The Story May Not Be For You, But We Found 10 Takeaways for Everybody

“Don’t worry, you are in the right place. This is still KGW.” That’s Portland, Oregon anchor Dan Haggerty, 43 seconds into the very first episode of a brand-new 6 p.m. newscast, The Story, reassuring viewers who are tuning into to find him all alone on an unfamiliar set. “We have all the stuff you know and love, all the important news that you need, all the fun things you like to share online,” he continues. “We just hope that you might find this a little more authentic, a little more engaging, hopefully very different.”

The Story with Dan Haggerty, which premiered on January 27, is indeed “very different.” It’s the latest program innovation from TEGNA, the most aggressive of the big ownership groups in breaking away from conventional newscast formats. As idiosyncratic as The Story is, after talking to the people responsible for it, I came up with my own list of actionable ideas that any station could consider — more on those ten takeaways in a minute.

But first, the story behind The Story. KGW’s strategy: bring back people who have drifted away from local TV news. As the show’s own web page says, “We know your patience with local news is running thin.
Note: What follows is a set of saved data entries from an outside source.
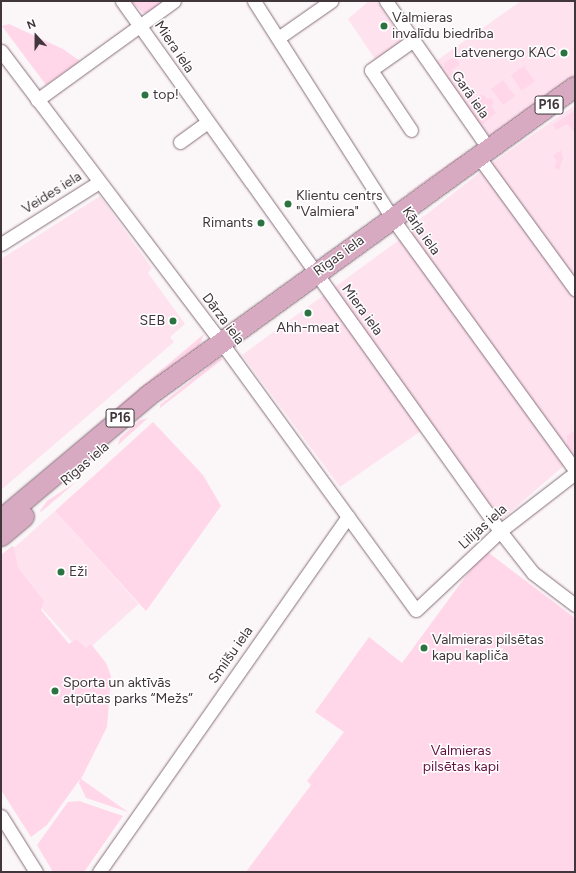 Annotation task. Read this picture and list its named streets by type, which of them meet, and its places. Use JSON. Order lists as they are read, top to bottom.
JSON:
{
  "streets": {
    "main road": ["P16", "Rīgas iela"],
    "street": [
      "Miera iela",
      "Garā iela",
      "Veides iela",
      "Kārļa iela",
      "Dārza iela",
      "Lilijas iela",
      "Smilšu iela"
    ]
  },
  "crossings": [
    ["Miera iela", "Rīgas iela"],
    ["Miera iela", "Lilijas iela"],
    ["Garā iela", "Rīgas iela"],
    ["Veides iela", "Dārza iela"],
    ["Kārļa iela", "Rīgas iela"],
    ["Kārļa iela", "Lilijas iela"],
    ["Rīgas iela", "Dārza iela"],
    ["Dārza iela", "Lilijas iela"],
    ["Dārza iela", "Smilšu iela"]
  ],
  "parks": ["Valmieras pilsētas kapi"],
  "places": [
    "Valmieras invalīdu biedrība",
    "Latvenergo KAC",
    "top!",
    "Klientu centrs \"Valmiera\"",
    "Rimants",
    "Ahh-meat",
    "SEB",
    "Eži",
    "Valmieras pilsētas kapu kapliča",
    "Sporta un aktīvās atpūtas parks “Mežs”"
  ],
  "north": "top"
} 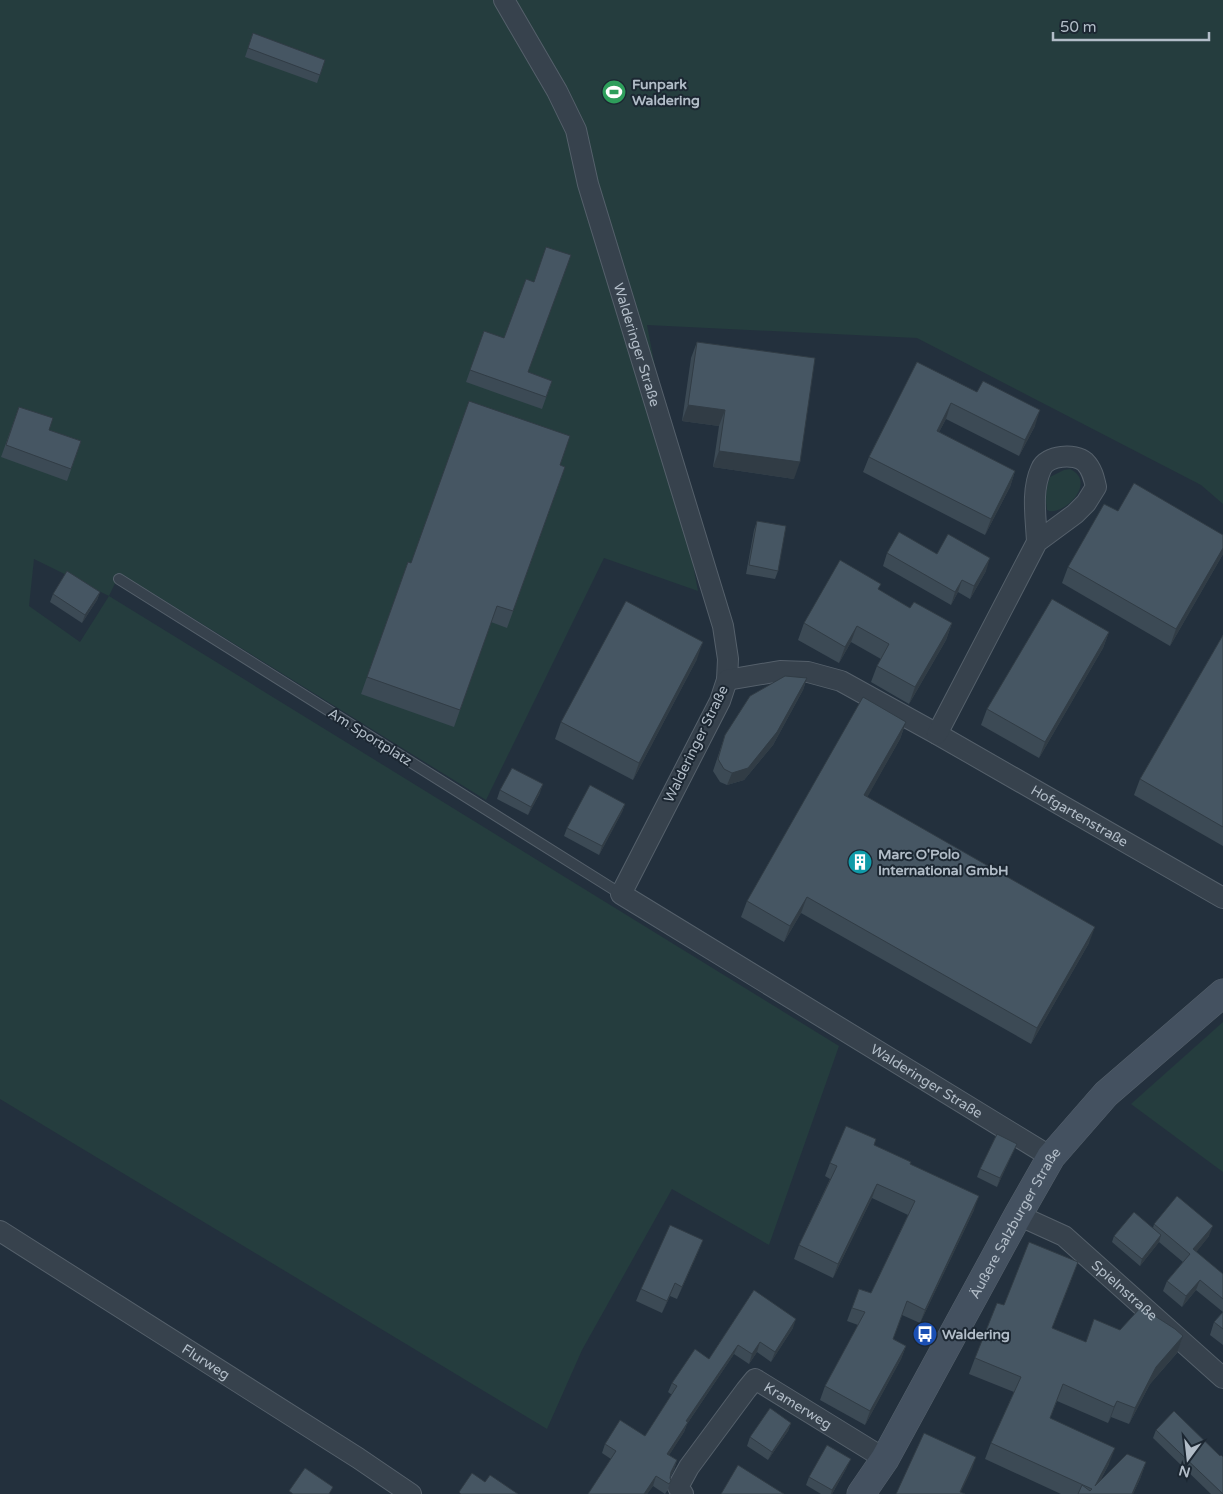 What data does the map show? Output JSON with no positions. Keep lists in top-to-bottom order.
{
  "streets": {
    "main road": ["Äußere Salzburger Straße"],
    "street": [
      "Walderinger Straße",
      "Hofgartenstraße",
      "Spielnstraße",
      "Flurweg",
      "Kramerweg"
    ],
    "lane": ["Am Sportplatz"]
  },
  "crossings": [
    ["Walderinger Straße", "Am Sportplatz"],
    ["Walderinger Straße", "Hofgartenstraße"],
    ["Walderinger Straße", "Äußere Salzburger Straße"],
    ["Äußere Salzburger Straße", "Spielnstraße"],
    ["Äußere Salzburger Straße", "Kramerweg"]
  ],
  "places": {
    "sports": ["Funpark Waldering"],
    "building": ["Marc O'Polo International GmbH"],
    "bus stop": ["Waldering"]
  },
  "scale_bar": "50 m",
  "north": "bottom"
}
That’s why The Story looks different, sounds different and feels different. Because it is different.”

“That is absolutely our target audience,” says KGW News Director Greg Retsinas. “People who say local news is not for me. They think it’s commodity-based news on crashes, fires, wrecks, crime, gloom and doom and things. They think, how is that making my life better? How is it making our community better?” “We have to engage more people in our product,” agrees station President and GM Steve Carter, “because the current model just is not sustainable.”

KGW News Director Greg Retsinas and President and GM Steve Carter (courtesy KGW)
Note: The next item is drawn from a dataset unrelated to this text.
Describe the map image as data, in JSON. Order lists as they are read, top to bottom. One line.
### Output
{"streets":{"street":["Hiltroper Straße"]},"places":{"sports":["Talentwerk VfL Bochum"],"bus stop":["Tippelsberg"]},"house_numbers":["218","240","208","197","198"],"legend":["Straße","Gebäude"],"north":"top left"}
Carter was running sister station KUSA in Denver when Next with Kyle Clark went on the air in August of 2016. We told you about that program’s dramatic fall and rise last year — a testament to Carter and TEGNA top management’s faith in and patience with the new approach. The Story overtly draws inspiration from its solo-male-anchor cousin in the Rockies. Haggerty and producer Brian Kosciesza even went to Denver to splice off some of Next’s DNA. “I can’t imagine what it would be like to do a show like this without having Next to look at,” says Haggerty.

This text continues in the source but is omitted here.